If a woman is sexually 'open' to experiments, trying new things, trying to find her G-spot etc then that is wonderful....but if she simply isn't interested and doesn't care about her sexual self, or indeed that of her spouse then there really isn't much hope.

As a result of my wifes attitude towards sex, I have lost ALL sexual (and almost all 'general') interest in her.

So yes, I masturbate. Sometimes I am just horny sometimes if I haven't 'emptied the tanks' for awhile I might need something (porn) to start me off. 
I don't lie in bed next to her jacking off - she's a turn OFF - but I will generally wait till I have the house to myself. I probably jack off six times a month. I'm 50.

I really don't care what she thinks....I don't think she thinks anything anyway because sex, masturbation etc simply isn't on her radar.


----------



## Lionelhutz (Feb 2, 2012)

My wife is very orgasmic and simply has a low drive. I have heard many similar stories, and can't agree that it necessarily follows not merely in every case, but even in the majority of cases that the husband is somehow technically deficient or lacking in an ability to please. 

I have gone through a period of low drive myself and I know I can still orgasm but the appeal or energy for sex is simply not there. 

If one spouse expresses sexual dissatisfaction then if they want to stay married and in love they BOTH have the obligaiton to invest time and energy into finding a way that will make them BOTH happy.


----------



## richardsharpe (Jul 8, 2014)

Good evening CarlaRose
I assume you are a woman who enjoys sex. As such it may not be easy for you to put yourself in the mind-set of a LD (low desire) woman.

I know how to please my wife physically. I can get her to orgasm in a few minutes if she wants something quick. I am happy to spend long hours in slow erotic lovemaking. I know how to give her quiet orgasms, and wild ones (she gave herself mild whiplash one time). I have never turned her down for anything she has asked for or hinted she would like in bed. 

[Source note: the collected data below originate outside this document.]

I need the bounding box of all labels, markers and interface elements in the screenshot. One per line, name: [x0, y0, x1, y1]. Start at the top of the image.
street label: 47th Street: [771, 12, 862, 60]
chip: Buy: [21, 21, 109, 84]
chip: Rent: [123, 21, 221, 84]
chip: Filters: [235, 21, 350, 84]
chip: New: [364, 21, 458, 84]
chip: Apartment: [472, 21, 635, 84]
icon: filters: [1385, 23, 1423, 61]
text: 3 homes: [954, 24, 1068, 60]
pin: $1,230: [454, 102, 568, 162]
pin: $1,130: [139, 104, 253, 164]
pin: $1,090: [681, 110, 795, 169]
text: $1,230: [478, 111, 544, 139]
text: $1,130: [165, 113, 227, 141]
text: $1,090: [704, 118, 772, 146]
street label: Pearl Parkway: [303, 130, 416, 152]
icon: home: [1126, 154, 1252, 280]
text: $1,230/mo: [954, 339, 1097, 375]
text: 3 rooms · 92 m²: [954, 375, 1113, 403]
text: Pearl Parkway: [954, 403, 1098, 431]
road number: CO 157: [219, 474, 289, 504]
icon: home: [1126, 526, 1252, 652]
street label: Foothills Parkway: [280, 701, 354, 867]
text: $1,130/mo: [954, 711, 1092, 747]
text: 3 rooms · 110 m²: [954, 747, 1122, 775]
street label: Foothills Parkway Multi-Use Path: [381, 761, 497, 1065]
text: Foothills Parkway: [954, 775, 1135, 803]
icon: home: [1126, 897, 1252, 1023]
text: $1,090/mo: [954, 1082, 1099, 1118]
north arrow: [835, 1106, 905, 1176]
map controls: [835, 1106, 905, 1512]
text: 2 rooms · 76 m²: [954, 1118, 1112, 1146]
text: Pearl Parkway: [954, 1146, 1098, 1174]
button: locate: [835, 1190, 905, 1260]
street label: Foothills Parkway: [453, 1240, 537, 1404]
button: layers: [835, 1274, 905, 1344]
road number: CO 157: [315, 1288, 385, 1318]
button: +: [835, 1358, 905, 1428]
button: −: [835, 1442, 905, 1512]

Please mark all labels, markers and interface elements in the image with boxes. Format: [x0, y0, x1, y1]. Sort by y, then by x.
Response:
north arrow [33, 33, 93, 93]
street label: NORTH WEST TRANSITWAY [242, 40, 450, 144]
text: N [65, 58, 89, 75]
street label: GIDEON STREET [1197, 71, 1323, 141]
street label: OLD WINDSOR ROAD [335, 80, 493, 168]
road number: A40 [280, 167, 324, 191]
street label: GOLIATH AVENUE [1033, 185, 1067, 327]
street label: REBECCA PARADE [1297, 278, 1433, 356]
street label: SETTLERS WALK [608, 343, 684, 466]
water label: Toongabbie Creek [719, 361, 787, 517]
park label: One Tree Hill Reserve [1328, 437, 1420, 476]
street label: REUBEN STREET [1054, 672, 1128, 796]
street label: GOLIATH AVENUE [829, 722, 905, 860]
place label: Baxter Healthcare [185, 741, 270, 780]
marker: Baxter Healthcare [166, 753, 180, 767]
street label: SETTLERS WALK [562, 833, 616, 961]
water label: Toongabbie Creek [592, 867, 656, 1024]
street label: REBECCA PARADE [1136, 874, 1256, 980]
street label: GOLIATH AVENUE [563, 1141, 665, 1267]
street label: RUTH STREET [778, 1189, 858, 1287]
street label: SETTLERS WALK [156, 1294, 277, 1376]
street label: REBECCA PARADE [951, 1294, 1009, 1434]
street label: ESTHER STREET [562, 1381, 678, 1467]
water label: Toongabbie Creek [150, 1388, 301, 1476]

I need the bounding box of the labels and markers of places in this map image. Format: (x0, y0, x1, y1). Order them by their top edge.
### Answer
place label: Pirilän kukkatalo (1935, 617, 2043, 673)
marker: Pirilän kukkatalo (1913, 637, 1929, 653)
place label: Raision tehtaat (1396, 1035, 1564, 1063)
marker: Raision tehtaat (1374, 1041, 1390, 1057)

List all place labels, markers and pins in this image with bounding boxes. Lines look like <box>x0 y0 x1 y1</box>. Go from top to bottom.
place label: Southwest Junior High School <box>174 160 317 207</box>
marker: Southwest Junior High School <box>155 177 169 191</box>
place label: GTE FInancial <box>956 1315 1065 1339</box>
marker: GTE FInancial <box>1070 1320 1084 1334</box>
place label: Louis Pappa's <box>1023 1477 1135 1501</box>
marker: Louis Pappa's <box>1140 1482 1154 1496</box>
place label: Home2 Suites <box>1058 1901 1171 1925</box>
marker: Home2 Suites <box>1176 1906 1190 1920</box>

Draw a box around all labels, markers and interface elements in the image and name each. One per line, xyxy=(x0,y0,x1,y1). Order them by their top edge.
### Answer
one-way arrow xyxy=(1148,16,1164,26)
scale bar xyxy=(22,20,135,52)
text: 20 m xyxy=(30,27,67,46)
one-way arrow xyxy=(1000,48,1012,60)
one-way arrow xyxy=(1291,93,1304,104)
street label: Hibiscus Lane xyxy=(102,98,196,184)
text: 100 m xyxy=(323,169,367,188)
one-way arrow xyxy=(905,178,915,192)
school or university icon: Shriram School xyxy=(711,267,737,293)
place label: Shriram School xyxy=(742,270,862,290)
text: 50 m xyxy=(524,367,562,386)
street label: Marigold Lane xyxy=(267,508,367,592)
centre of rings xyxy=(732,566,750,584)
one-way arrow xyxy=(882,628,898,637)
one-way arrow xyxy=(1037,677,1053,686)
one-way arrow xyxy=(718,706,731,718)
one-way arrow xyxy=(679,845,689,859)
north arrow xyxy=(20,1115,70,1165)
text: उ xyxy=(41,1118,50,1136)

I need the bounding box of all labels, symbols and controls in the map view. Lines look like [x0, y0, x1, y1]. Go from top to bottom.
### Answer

I am romantic. Love notes, flowers, romantic dinners, vacations to exotic locations. (We've slept in a Roman emperor's palace). I buy her jewelry and silk bathrobes. I bought her a "magic" bottle of massage oil - magic because it came with a promise to give her a massage any time she asks. 

I have always been employed in a good paying, high status job. Yet I balance that with her needs - once leaving an important business meeting an hoping the next flight home from 10,000 kilometers away because she needed me.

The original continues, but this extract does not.